Let $\mathbb B$ be a Boolean algebra. Let $F$ be a proper filter in $\mathbb B$ (i.e. $0 \notin F$), and let $I$ be its dual ideal. Suppose there exists $a \in \mathbb B$ such that $a \notin F \cup I$.
Question: Does there exist a Boolean algebra $\mathbb B'$ and a homomorphism $h: \mathbb B \to \mathbb B'$ such that $h(a) \in h(F)$?
All I have been able to observe so far is that $h$ cannot be injective.
Let $G = [F\cup\{a\})$ be the filter generated by $F \cup \{a\}$.
We have that $c \in G$ iff $a \wedge b \leq c$ for some $b \in F$.
Let us see that $G$ is proper.
If $0 \in G$ then there exist $b \in F$ such that $b \wedge a = 0$.
It follows that $b \leq a'$, whence $a' \in F$ and $a \in I$, a contradiction.
Now, let $b \in G \cap I$.
It follows that $b' \in F$, thence $b,b' \in G$ and $0 \in G$, a contradiction.
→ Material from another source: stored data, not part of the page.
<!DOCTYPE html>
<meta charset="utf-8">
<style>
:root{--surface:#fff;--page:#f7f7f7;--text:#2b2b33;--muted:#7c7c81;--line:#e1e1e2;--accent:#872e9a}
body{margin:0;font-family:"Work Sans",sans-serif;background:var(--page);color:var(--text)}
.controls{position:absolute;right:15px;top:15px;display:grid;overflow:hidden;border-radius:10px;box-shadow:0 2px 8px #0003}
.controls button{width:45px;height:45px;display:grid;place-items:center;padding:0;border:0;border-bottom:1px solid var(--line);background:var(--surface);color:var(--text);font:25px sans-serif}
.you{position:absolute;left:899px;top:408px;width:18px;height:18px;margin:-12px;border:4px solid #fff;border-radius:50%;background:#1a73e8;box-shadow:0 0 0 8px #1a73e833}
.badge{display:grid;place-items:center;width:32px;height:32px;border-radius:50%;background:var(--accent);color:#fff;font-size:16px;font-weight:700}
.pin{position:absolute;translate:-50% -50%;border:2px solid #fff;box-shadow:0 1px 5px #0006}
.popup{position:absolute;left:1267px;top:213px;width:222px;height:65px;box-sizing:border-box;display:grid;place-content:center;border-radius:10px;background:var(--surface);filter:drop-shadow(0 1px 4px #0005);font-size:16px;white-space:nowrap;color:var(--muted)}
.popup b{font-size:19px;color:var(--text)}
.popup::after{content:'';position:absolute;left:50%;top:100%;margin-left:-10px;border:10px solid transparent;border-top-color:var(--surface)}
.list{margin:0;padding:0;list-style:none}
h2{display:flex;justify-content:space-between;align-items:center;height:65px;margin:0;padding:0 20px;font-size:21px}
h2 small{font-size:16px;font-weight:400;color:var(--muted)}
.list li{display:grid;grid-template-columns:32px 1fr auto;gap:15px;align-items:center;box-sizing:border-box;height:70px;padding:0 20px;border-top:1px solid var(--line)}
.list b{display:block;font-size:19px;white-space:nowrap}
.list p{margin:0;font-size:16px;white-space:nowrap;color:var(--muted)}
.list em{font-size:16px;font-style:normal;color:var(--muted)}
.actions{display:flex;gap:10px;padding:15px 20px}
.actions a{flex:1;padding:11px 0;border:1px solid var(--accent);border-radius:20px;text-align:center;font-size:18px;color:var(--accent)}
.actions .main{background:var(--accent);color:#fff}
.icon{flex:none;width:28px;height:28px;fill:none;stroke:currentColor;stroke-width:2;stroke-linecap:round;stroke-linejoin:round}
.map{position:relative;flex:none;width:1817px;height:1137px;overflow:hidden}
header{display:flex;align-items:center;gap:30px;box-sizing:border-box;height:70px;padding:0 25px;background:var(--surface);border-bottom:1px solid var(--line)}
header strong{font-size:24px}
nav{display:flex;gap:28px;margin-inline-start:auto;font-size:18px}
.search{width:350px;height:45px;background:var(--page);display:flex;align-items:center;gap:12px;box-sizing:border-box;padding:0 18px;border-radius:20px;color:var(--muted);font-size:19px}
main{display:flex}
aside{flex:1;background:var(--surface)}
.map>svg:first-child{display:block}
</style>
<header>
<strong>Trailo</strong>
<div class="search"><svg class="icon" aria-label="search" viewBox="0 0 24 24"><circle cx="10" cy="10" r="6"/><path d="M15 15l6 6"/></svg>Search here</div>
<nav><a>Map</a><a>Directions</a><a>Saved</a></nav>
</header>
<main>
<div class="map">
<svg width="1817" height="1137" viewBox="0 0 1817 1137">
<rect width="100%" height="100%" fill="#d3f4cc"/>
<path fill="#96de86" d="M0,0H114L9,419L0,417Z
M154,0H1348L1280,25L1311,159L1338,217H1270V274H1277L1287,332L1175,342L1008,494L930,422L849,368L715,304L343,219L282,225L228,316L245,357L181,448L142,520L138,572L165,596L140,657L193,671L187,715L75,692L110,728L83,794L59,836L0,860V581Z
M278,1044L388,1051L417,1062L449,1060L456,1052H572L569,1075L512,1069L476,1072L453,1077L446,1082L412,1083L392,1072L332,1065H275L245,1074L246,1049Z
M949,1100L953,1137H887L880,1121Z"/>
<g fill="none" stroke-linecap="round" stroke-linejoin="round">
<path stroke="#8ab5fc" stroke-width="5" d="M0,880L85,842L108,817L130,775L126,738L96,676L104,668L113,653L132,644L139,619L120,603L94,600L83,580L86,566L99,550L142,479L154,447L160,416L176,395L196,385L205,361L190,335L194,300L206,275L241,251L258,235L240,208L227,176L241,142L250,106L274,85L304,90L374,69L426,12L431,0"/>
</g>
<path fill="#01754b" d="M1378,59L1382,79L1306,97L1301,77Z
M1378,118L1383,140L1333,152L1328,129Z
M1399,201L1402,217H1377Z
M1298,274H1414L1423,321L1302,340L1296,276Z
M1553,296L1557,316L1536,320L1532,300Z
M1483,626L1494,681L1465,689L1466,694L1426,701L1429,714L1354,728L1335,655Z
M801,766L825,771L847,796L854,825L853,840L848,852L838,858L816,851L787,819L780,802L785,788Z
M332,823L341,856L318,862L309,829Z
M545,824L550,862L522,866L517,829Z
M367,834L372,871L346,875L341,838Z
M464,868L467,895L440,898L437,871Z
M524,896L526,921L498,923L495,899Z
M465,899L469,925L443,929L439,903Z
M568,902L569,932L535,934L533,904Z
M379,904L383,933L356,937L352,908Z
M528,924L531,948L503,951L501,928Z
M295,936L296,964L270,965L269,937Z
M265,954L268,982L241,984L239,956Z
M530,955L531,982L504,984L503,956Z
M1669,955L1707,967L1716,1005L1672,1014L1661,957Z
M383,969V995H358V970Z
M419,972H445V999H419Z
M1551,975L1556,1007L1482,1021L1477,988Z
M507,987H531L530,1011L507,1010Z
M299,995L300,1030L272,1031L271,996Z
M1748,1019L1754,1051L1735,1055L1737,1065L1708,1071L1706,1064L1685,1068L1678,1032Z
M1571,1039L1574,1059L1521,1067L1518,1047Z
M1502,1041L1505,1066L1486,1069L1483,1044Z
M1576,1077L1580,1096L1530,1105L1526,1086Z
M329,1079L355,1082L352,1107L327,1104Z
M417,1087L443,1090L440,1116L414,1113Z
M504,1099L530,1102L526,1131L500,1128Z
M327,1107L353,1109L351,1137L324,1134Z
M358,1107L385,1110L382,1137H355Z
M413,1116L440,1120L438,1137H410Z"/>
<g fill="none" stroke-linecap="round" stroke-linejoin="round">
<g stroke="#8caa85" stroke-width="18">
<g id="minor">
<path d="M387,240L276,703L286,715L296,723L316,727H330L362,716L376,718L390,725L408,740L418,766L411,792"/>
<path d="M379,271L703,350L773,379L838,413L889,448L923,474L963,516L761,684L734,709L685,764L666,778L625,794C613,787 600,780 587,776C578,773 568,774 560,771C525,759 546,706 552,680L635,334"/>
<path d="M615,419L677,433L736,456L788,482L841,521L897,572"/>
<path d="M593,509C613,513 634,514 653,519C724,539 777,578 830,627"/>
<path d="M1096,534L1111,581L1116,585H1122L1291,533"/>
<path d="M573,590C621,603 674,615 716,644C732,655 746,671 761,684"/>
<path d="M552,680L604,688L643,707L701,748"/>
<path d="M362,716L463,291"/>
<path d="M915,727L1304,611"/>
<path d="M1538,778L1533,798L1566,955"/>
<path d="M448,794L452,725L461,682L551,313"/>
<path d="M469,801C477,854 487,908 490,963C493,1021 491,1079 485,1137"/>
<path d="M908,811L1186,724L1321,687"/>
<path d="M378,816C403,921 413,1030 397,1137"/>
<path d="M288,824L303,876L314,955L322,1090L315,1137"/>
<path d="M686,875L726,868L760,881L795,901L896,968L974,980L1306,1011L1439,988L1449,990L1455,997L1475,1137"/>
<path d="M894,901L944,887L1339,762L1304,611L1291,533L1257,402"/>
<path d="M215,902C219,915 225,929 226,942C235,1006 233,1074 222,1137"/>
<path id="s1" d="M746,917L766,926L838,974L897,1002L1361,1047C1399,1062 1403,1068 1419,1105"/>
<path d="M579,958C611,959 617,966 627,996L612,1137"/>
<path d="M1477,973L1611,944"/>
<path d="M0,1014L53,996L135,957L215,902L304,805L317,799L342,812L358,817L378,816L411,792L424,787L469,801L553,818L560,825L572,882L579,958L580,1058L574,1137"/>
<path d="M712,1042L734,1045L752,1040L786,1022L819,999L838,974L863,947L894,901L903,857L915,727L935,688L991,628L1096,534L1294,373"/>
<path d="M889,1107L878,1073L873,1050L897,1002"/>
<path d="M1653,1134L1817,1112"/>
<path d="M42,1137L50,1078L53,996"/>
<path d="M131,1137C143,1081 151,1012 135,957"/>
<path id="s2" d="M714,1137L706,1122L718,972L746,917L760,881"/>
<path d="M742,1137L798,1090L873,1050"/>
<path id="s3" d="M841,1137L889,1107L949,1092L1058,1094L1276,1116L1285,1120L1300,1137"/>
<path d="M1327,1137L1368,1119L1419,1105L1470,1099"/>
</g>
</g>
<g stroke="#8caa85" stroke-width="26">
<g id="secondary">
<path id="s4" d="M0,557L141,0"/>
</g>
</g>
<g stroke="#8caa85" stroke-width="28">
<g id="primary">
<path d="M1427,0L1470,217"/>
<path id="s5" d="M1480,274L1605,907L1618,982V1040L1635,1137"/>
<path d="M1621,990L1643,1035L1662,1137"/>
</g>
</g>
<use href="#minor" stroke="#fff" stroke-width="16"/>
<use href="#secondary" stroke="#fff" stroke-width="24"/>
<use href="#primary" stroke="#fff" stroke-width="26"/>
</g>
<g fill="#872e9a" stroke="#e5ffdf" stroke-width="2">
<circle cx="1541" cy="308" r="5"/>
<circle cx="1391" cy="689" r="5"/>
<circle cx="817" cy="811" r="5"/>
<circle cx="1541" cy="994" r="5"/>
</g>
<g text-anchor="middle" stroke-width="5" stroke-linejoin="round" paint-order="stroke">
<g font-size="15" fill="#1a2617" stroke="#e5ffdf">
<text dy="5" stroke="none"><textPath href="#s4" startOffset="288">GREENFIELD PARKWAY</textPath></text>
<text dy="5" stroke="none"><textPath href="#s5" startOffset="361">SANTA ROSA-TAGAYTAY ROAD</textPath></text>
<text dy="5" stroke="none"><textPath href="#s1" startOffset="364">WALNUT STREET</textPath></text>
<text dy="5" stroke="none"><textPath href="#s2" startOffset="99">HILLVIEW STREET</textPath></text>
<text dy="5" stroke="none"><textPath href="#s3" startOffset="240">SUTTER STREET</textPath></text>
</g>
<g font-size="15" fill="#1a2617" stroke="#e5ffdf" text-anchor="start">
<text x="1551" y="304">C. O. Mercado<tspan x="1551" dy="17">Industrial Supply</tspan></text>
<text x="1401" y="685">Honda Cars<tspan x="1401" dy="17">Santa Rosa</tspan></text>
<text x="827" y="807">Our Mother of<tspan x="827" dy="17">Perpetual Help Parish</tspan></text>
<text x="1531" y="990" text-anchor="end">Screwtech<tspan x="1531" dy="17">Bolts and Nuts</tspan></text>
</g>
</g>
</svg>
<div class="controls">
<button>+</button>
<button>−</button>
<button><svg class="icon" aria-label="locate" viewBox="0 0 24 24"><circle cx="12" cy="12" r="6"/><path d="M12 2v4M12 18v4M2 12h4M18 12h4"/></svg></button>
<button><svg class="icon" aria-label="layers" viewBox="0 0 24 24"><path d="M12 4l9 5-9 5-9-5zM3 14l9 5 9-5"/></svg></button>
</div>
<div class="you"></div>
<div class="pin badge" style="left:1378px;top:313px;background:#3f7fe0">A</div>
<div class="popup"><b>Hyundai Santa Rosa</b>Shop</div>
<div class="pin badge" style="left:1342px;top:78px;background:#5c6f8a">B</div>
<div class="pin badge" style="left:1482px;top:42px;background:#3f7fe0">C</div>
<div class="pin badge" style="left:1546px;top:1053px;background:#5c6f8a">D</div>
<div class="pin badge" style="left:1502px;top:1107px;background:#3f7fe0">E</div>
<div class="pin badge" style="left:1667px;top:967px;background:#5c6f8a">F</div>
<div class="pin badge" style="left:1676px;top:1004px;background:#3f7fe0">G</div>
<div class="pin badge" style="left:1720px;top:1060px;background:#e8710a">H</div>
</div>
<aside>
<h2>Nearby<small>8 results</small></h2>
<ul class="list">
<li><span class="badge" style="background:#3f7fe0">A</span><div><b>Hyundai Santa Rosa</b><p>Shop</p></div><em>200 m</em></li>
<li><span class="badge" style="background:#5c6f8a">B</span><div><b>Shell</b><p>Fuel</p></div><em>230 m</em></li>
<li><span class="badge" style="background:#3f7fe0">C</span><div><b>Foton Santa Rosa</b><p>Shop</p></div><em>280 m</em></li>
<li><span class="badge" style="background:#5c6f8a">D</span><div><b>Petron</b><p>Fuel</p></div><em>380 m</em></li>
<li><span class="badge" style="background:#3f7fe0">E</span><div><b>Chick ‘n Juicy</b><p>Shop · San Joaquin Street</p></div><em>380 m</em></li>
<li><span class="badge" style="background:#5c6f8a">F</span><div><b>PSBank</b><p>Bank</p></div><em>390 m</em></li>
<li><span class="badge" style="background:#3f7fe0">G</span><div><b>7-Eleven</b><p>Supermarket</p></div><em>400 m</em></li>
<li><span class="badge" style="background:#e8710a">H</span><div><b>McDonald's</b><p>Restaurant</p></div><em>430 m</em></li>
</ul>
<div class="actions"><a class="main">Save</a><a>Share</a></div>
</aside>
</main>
Therefore $G \cap I = \varnothing$.
Finally (and here you need (AC) or actually, something a little bit weaker, I think, but (AC) will do it), given that $G$ is an filter, $I$ is an ideal and $G \cap I = \varnothing$, there exists an ultrafilter $U$ such that $G \subseteq U$ and $U \cap I = \varnothing$.
Let $\mathbb B'$ be the two-element Boolean algebra, and make $h(x) = 1$ iff $x \in U$.
It follows that $h(a) = 1 \in \{1\} = h(F)$.